Светлана Андреевна и сама в иные мгновения была готова умереть, а если не умереть — она безумно этого боялась, — то напрочь стереть память, как стирают записанные на магнитной ленте слова.
По счастью, “неудачный эксперимент номер два”, как назвала она потом свою вторую попытку, излечил от опасных крайностей и порождённых романтическим ослеплением иллюзий. Право, это была настоящая шоковая терапия, но Светлана Андреевна имела все основания благодарить судьбу за такой урок.

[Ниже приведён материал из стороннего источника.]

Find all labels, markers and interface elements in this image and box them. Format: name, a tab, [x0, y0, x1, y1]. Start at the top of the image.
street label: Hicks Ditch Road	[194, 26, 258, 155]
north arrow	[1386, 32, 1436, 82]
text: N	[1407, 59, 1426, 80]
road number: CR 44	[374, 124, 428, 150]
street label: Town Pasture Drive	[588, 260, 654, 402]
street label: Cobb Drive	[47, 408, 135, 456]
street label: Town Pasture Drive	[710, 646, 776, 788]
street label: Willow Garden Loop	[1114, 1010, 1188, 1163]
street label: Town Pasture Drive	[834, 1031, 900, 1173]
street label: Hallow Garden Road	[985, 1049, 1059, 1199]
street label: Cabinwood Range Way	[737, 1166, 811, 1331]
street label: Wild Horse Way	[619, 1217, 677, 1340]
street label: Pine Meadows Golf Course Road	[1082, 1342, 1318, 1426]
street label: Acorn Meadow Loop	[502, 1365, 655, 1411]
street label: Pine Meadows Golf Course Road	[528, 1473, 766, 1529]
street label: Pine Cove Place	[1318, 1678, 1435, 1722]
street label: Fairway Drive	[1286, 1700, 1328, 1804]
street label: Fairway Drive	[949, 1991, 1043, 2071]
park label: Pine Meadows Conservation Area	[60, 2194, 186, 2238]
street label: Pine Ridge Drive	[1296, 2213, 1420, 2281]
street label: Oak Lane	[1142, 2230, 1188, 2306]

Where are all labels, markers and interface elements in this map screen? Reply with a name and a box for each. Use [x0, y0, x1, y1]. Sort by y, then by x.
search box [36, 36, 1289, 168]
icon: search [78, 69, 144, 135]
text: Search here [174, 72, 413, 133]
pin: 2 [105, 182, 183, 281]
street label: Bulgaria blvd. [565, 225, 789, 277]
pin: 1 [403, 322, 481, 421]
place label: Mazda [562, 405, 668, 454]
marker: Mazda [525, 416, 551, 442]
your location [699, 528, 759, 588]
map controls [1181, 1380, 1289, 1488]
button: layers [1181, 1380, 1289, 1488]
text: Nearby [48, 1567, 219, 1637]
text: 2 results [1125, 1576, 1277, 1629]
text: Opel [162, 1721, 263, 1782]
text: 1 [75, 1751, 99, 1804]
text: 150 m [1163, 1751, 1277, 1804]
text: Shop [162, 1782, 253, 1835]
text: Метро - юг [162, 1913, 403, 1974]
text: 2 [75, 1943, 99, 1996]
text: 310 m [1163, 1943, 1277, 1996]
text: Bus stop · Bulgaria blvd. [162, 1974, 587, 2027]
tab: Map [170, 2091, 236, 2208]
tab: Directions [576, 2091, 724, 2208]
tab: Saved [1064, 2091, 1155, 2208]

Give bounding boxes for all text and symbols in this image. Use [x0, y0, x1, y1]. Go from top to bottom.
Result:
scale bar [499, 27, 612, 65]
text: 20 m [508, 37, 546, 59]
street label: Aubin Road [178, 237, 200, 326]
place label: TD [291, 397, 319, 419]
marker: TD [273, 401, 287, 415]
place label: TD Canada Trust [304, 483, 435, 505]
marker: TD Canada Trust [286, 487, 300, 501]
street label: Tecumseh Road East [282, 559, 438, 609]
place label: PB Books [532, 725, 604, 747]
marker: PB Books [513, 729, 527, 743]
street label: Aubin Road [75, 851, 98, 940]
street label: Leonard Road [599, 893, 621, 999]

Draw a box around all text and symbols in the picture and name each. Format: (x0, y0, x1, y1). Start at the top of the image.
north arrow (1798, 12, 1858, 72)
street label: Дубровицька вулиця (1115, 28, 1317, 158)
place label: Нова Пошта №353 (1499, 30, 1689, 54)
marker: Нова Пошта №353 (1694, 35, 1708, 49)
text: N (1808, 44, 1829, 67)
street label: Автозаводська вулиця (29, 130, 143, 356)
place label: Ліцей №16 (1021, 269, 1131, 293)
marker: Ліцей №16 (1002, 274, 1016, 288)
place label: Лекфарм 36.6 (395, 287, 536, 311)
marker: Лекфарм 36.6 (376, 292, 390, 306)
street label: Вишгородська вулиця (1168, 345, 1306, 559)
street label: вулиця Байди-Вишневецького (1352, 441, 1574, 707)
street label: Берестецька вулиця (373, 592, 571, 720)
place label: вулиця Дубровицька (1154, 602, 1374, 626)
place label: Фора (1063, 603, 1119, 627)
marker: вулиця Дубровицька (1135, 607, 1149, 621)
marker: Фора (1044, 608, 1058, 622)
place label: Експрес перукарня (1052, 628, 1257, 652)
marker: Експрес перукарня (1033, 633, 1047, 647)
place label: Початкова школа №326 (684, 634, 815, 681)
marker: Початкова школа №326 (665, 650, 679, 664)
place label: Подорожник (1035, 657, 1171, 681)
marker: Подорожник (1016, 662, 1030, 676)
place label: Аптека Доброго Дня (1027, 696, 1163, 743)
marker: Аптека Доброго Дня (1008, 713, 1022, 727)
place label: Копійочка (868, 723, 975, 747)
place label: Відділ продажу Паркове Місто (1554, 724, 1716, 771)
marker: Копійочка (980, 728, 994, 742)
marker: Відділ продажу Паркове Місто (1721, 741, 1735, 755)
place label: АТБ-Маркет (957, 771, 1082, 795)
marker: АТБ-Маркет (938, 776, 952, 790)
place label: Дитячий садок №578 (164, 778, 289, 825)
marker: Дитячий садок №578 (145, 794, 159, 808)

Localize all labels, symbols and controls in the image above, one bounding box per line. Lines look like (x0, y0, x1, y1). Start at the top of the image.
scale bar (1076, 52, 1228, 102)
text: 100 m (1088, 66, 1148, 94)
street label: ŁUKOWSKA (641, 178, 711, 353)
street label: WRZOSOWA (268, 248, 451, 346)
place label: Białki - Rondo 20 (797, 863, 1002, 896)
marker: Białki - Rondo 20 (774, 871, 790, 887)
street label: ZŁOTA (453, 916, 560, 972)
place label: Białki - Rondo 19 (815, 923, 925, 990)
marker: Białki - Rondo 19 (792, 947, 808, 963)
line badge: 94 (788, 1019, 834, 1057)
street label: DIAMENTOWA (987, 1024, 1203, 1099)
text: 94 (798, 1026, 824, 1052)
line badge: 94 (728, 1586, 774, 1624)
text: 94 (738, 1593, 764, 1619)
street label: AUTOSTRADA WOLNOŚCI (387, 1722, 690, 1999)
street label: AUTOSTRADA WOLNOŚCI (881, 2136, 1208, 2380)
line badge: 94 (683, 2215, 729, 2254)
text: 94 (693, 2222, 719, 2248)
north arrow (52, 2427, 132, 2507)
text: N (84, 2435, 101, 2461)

Когда она, не без мучительной внутренней борьбы, объявила мужу, что покидает его, тот сначала схватился за сердце, затем разрыдался и пополз по полу, исступлённо ловя и целуя её ноги. Ей стало страшно до нервной дрожи. Она испытывала настолько мучительное ощущение вины и жалости, что втайне дрогнула. Было до омерзения стыдно за свою бесчувственность, чёрствость и за это его унижение, пятнавшее их обоих. Она была готова на всё, чтобы только он перестал ползать. До сих пор непонятно, какая сила помогла ей тогда устоять. Ночь прошла в обоюдной тяжёлой бессоннице, с питьём капель и курением на балконе, когда весь город спит и в тёмных окнах противоположного дома слепо таращится безнадёжный рассвет. Им обоим он принёс головную боль, наполненное скрытой тоской отчуждение и трезвость, глухую к своему и чужому страданию. И хотя Светлана никогда не пробовала снотворного, она совершенно точно знала, что именно так даёт знать о себе успокаивающее похмелье. Она уходила из своего, нет, из его дома, как уходят из жизни. Не к неведомому любовнику, в чём он ревниво подозревал её, а именно никуда, в белый свет, чтобы забиться в укромную щель, отлежаться, прийти в себя, зализать раны.
И когда она уже стояла у распахнутой двери, а к её ногам, как сиротливые щенки, жались чемодан и футляр с микроскопом, ей дано было испить свою чашу до дна.
— Может, оставишь? — спросил он, держа её неживые руки в своих. — Ведь скоро очередь на машину подойдёт… — И дабы стало понятнее, о чём говорит, сжал ей пальцы так, что она почувствовала боль от кольца. И эта боль, а совсем не слова, подсказала Светлане, что он говорит о фамильном бриллианте, оставшемся ей от матери.
Она задохнулась, прислонилась, чтобы не упасть к косяку, и медленно, как тесную перчатку, стащила перстенёк. Крикнуть: “Нет!”, послать ко всем чертям не смогла — язык окаменел и не ворочался. Как в замедленной съёмке сняла, опустила в распахнутую ладонь и шагнула через порог, толкнув каблуком тут же захлопнувшуюся дверь. Только гулкое эхо прокатилось по затянутым сеткой пролётам. До конца сыгранная, хоть и при пустом зале, королевская роль. Отзвук оваций на лестничных клетках.
Как она ненавидела себя за то, что не швырнула колечко прямо в лицо! Как себя презирала за то, что она такая, как есть, и уже не переменится до самой могилы. Роняя злые слезинки, отворачивая слепое, так подурневшее лицо от редких прохожих, она думала тем ранним и знобким утром о лисе, которая, чтобы вырваться из капкана, отгрызла собственную лапу. Отвлекала себя этим образом, искала оправдания перед собственным беспощадным судом, отдалённо зная уже, что не только уцелела, но и вылечилась раз и навсегда.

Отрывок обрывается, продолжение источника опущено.